4. The method according to claim 1, characterized in that, The step of determining link entities matching the text to be processed based on the cross-fusion features between the second candidate entity vector of at least one candidate entity and the second text vector includes: The cross-fusion features between the second candidate entity vector of at least one candidate entity and the second text vector are input into a pre-trained classifier. The link entities that match the text to be processed are determined based on the output of the classifier.

5. The method according to claim 4, characterized in that, The output of the classifier includes the link confidence between the candidate entity and the text to be processed; The step of determining the link entity that matches the text to be processed based on the output of the classifier includes: The candidate entity with the highest link confidence is identified as the link entity that matches the text to be processed; or Candidate entities with a link confidence score greater than a preset confidence score threshold are identified as link entities that match the text to be processed.

6. The method according to claim 1, characterized in that, The method further includes calibrating the second encoder using the following steps: Obtain multiple training sample pairs; training sample pairs include positive sample pairs and negative sample pairs; both positive and negative sample pairs include training statements and entity semantic descriptions of entities; Obtain the sentence vector of each training sample corresponding to the training statement and the training entity vector of the entity's entity sense description. Multiple training sample pairs are input into the second encoder, corresponding to the training statement vectors and entity vectors respectively, and the second encoder is corrected using the contrastive learning loss function.

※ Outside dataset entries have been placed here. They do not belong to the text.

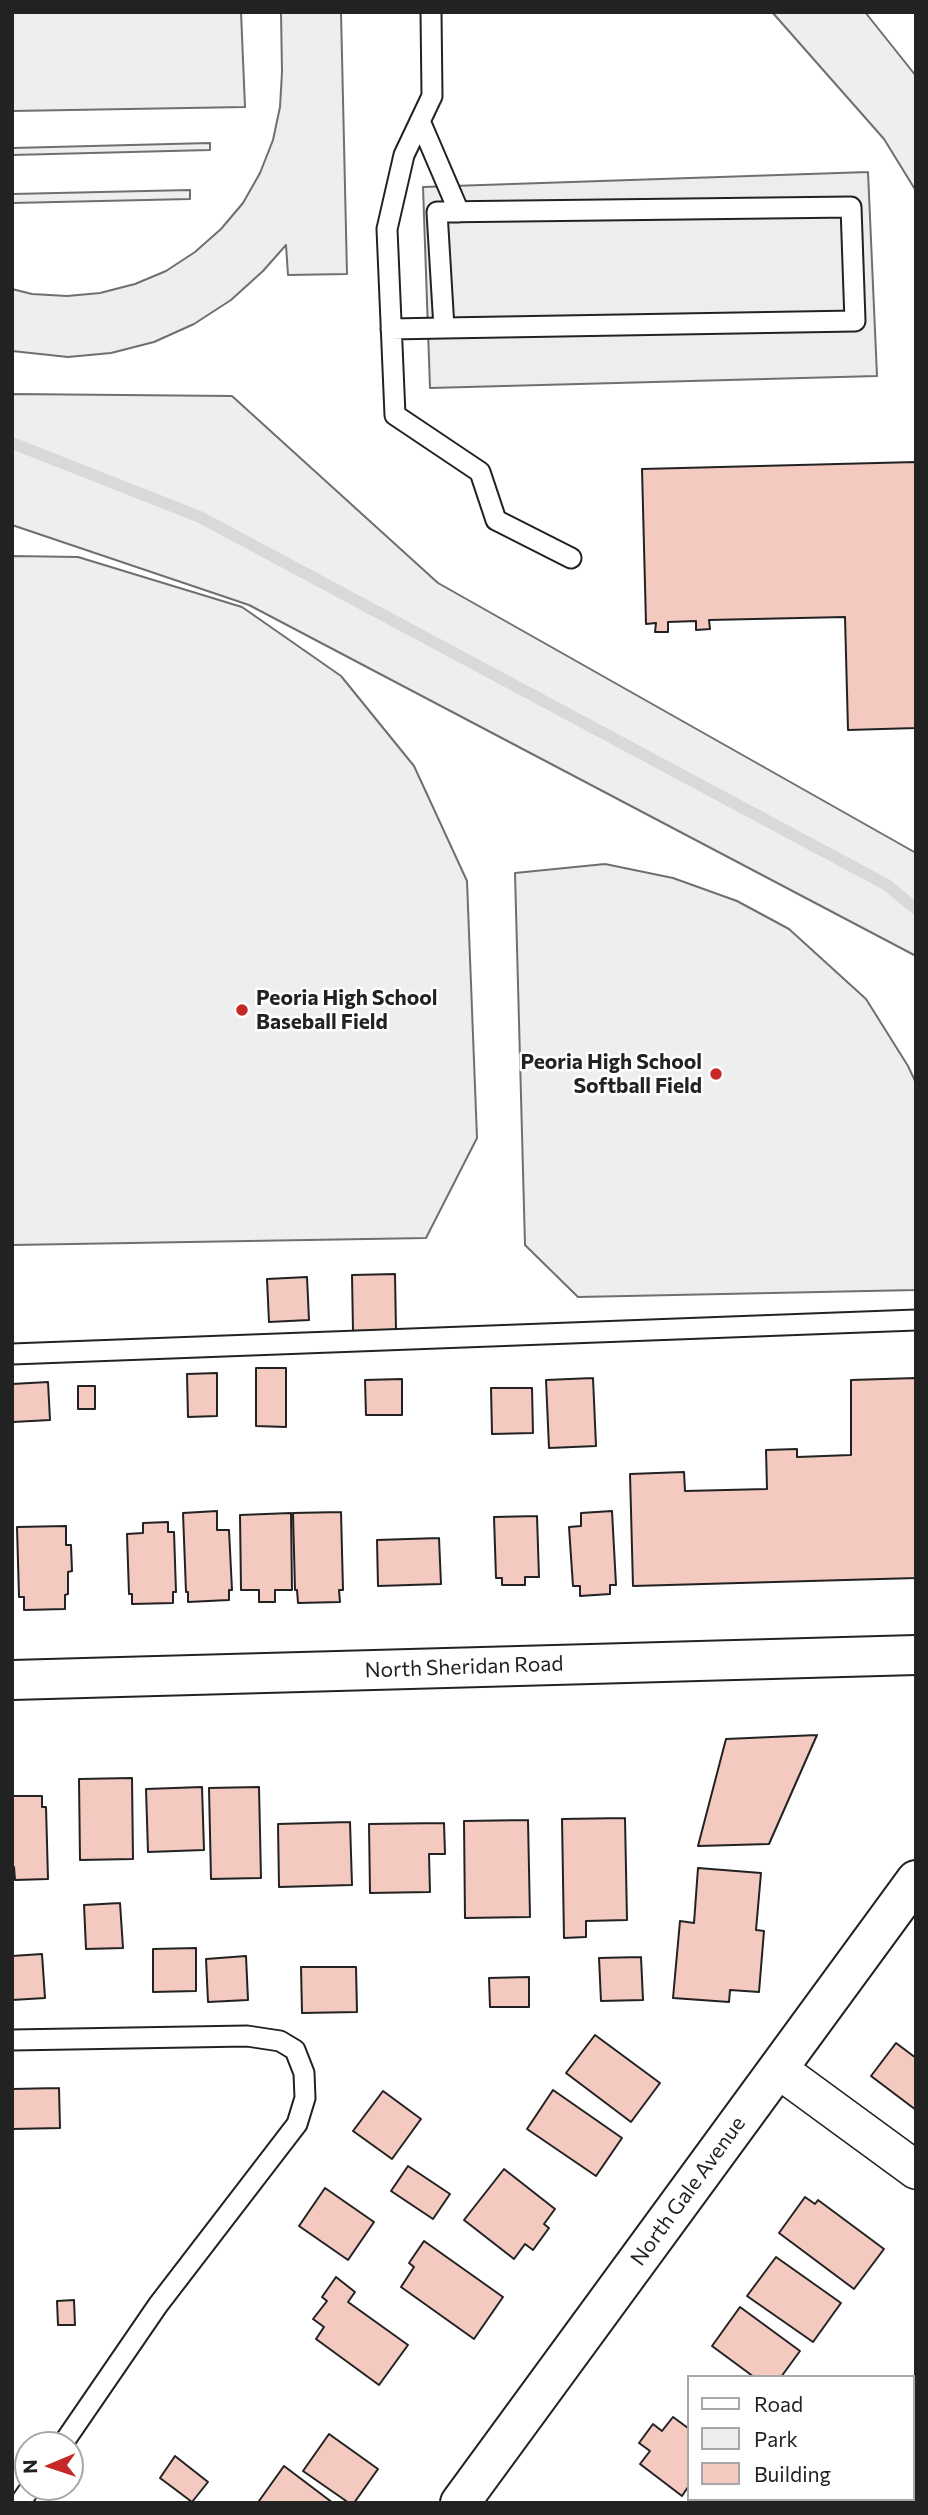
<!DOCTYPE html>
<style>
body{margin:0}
#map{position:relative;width:928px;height:2515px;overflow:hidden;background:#fff;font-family:Commissioner,sans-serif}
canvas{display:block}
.frame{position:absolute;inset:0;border:14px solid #222;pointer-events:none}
.legend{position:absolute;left:687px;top:2375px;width:228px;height:126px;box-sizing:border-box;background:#fff;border:2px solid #a7a7a7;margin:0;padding:9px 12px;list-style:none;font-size:21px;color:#222}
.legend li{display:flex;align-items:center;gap:14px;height:35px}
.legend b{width:35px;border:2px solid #a7a7a7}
.north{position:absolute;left:14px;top:2431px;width:70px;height:70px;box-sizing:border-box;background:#fff;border:2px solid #a7a7a7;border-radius:50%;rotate:268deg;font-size:19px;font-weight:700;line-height:28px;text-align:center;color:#222}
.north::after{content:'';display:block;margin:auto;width:24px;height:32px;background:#c62828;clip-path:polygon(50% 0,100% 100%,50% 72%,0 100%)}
</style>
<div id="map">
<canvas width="928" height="2515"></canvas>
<div class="frame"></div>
<ul class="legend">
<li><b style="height:9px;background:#fff"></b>Road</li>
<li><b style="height:19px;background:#eee"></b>Park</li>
<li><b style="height:19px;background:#f3c9c0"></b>Building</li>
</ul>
<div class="north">N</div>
</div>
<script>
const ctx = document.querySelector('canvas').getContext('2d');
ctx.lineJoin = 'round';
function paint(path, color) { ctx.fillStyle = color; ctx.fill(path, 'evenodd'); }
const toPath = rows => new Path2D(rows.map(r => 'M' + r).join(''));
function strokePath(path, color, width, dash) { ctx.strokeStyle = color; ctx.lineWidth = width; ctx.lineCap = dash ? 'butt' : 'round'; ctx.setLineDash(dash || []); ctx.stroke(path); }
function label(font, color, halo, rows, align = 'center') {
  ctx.font = font + ' Commissioner,sans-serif'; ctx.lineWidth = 5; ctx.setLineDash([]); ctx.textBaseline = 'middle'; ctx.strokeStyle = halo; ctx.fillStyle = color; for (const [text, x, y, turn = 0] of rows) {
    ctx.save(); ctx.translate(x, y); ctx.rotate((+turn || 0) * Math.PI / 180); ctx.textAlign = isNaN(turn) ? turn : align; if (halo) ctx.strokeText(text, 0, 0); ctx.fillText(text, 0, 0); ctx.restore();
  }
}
const green = toPath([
 [12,12,241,12,245,107,12,111,12,12],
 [281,12,341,12,347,274,288,275,286,245,263,271,231,300,194,324,154,342,111,353,68,357,12,351,12,289,32,294,67,296,100,293,135,284,166,271,195,252,221,229,243,203,260,173,273,140,280,107,282,72,281,12],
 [772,12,865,12,916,76,916,191,884,139,772,12],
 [210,143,210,150,12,155,12,148,210,143],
 [190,190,190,199,12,203,12,194,190,190],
 [12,394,232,396,438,583,916,853,916,956,249,605,12,525,12,394],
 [12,556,78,557,242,607,341,676,414,766,467,881,477,1138,426,1238,12,1245,12,556],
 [605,864,673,878,737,901,789,929,866,999,908,1066,916,1083,916,1290,578,1297,525,1245,515,873,605,864]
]);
const parking = toPath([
 [868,172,877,376,430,388,423,187,868,172]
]);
const stream = toPath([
 [12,443,200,517,887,885,916,909]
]);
const building = toPath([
 [916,462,916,728,848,730,845,617,709,620,710,629,696,630,696,621,668,622,668,632,655,632,656,623,646,624,642,469,916,462],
 [395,1274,396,1330,353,1331,352,1275,395,1274],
 [307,1277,309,1320,269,1322,267,1279,307,1277],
 [256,1368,286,1368,286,1427,256,1426,256,1368],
 [217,1373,217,1416,188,1417,187,1374,217,1373],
 [593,1378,596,1446,549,1448,546,1380,593,1378],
 [916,1378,916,1578,633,1586,630,1474,684,1472,685,1491,767,1489,766,1450,797,1449,797,1457,851,1455,851,1380,916,1378],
 [402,1379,402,1415,366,1415,365,1380,402,1379],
 [48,1382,50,1420,13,1422,12,1384,48,1382],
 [78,1386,95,1386,95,1409,78,1409,78,1386],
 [491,1388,532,1388,533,1433,492,1434,491,1388],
 [217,1511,217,1530,229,1530,232,1590,229,1590,229,1600,188,1602,188,1592,186,1592,183,1513,217,1511],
 [612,1511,616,1585,610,1585,610,1594,580,1596,580,1586,573,1586,569,1527,581,1526,581,1513,612,1511],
 [341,1512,343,1590,339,1590,340,1602,298,1603,297,1590,295,1590,293,1513,341,1512],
 [291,1513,292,1590,275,1590,275,1602,259,1602,259,1590,241,1590,240,1515,291,1513],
 [537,1516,539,1577,525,1577,525,1585,502,1585,502,1578,496,1578,494,1517,537,1516],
 [168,1522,168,1532,174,1532,176,1592,173,1592,173,1603,132,1604,132,1594,129,1594,127,1534,143,1533,143,1523,168,1522],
 [66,1526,66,1545,71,1545,72,1571,68,1572,68,1594,65,1595,65,1609,24,1610,24,1597,19,1597,17,1527,66,1526],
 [439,1538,441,1584,378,1586,377,1540,439,1538],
 [817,1735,769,1844,698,1846,726,1739,817,1735],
 [132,1778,133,1859,80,1860,79,1779,132,1778],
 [202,1787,204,1850,148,1852,146,1789,202,1787],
 [259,1787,261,1878,211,1879,209,1788,259,1787],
 [12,1796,42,1796,42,1807,46,1807,48,1879,15,1880,14,1867,12,1867,12,1796],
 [625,1818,627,1920,586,1921,586,1937,564,1938,562,1819,625,1818],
 [528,1820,530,1917,465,1918,464,1821,528,1820],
 [350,1822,352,1885,279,1887,278,1824,350,1822],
 [444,1823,445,1854,429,1854,430,1892,370,1893,369,1824,444,1823],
 [698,1868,761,1873,756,1930,764,1931,759,1992,730,1990,729,2002,673,1998,680,1921,694,1923,698,1868],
 [120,1903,123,1948,86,1949,84,1905,120,1903],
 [196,1948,196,1991,153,1992,153,1949,196,1948],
 [42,1954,45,1998,12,2000,12,1956,42,1954],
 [246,1956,248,2000,208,2002,206,1959,246,1956],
 [641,1957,643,2000,601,2001,599,1958,641,1957],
 [301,1967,356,1967,357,2012,302,2013,301,1967],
 [529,1977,529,2007,490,2007,489,1978,529,1977],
 [595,2035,660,2083,631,2122,566,2073,595,2035],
 [896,2043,916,2058,916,2110,871,2076,896,2043],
 [59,2088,60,2128,12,2129,12,2089,59,2088],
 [553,2090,622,2138,596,2176,527,2129,553,2090],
 [383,2091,421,2119,392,2159,353,2131,383,2091],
 [408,2166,450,2194,433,2219,391,2191,408,2166],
 [504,2169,555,2209,544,2224,549,2228,533,2250,525,2244,514,2259,464,2220,504,2169],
 [325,2188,374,2222,348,2260,299,2226,325,2188],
 [805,2197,815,2204,818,2200,884,2249,854,2289,779,2233,805,2197],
 [424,2241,503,2297,474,2339,401,2287,414,2267,409,2263,424,2241],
 [776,2257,841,2303,813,2342,747,2296,776,2257],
 [336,2277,355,2292,348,2302,408,2345,379,2385,316,2339,324,2327,313,2319,327,2301,322,2297,336,2277],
 [74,2300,75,2325,58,2325,57,2301,74,2300],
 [740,2307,800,2351,781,2377,754,2377,712,2346,740,2307],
 [673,2417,688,2428,688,2487,682,2496,640,2464,650,2451,639,2443,653,2424,662,2431,673,2417],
 [329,2434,378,2469,354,2503,349,2503,303,2471,329,2434],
 [175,2456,208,2482,192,2502,160,2478,175,2456],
 [284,2466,333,2503,262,2503,259,2501,284,2466]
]);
const lane = toPath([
 [431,12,432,96,404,155,387,229,395,415,480,472,496,520,571,558],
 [420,121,459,212],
 [391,329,444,328,855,321,851,207,437,212,444,328],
 [12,1354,916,1320],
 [12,2040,247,2036,280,2041,295,2050,304,2073,305,2098,297,2124,158,2305,62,2445],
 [912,2483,916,2479],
 [20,2503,31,2487],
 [897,2503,900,2499]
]);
const street = toPath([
 [778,2069,916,2170]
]);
const secondary = toPath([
 [12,1680,916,1655],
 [460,2503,916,1880]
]);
const markers = [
 [242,1010,7,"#c62828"],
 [716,1074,7,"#c62828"]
];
const poiNames = [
 ["Peoria High School",256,998],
 ["Baseball Field",256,1022],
 ["Peoria High School",702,1062,"right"],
 ["Softball Field",702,1086,"right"]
];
const streetNames = [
 ["North Sheridan Road",464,1667,-2],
 ["North Gale Avenue",688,2191,-54]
];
paint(green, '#eee');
strokePath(green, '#6f6f6f', 2);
paint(parking, '#ededed');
strokePath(parking, '#6f6f6f', 2);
strokePath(stream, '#d9d9d9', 12);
paint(building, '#f3c9c0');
strokePath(building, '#222', 2);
strokePath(lane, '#222', 23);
strokePath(street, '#222', 40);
strokePath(secondary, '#222', 42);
strokePath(lane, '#fff', 19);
strokePath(street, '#fff', 37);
strokePath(secondary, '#fff', 38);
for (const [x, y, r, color] of markers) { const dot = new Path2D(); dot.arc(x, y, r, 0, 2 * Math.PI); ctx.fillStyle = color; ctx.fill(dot); strokePath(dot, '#fff', 2.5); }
label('bold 21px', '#222', '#fff', poiNames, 'left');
label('21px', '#222', '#fff', streetNames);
</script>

7. The method according to claim 4, characterized in that, The method further includes: The classifier is corrected using a loss function that includes a contrastive learning loss function and a cross-entropy loss function.

8. A physical linking device, comprising: The acquisition unit is used to acquire the first text vector of the text to be processed and the first candidate entity vector of the entity sense description of the candidate entity; An enhancement unit is used to input the first text vector and the first candidate entity vector into a second encoder trained based on a contrastive learning approach, and the second encoder outputs a second text vector and a second candidate entity vector. The second encoder, trained based on contrastive learning, is used to perform re-encoding on the first text vector and the first candidate entity vector to enhance their relevance based on the correlation between them. The contrastive learning training process includes using positive and negative sample pairs, where the training statements in the positive sample pairs are related to entities, and the training statements in the negative sample pairs are not related to entities. The second encoder performs correction based on a contrastive learning loss function. The first determining unit is used to determine the cross-fusion features between the second candidate entity vector and the second text vector; The second determining unit is used to determine the link entity that matches the text to be processed based on the cross-fusion features between the second candidate entity vector of at least one candidate entity and the second text vector.

9. An electronic device, characterized in that, include: Processor and memory; The memory stores computer-executed instructions; The processor executes computer execution instructions stored in the memory, causing the processor to perform the entity linking method as described in any one of claims 1 to 7.

10. A computer-readable storage medium, characterized in that, The computer-readable storage medium stores computer-executable instructions, which, when executed by a processor, implement the entity linking method as described in any one of claims 1 to 7.

11. A computer program product, comprising a computer program, characterized in that, When the computer program is executed by a processor, it implements the entity linking method as described in any one of claims 1 to 7.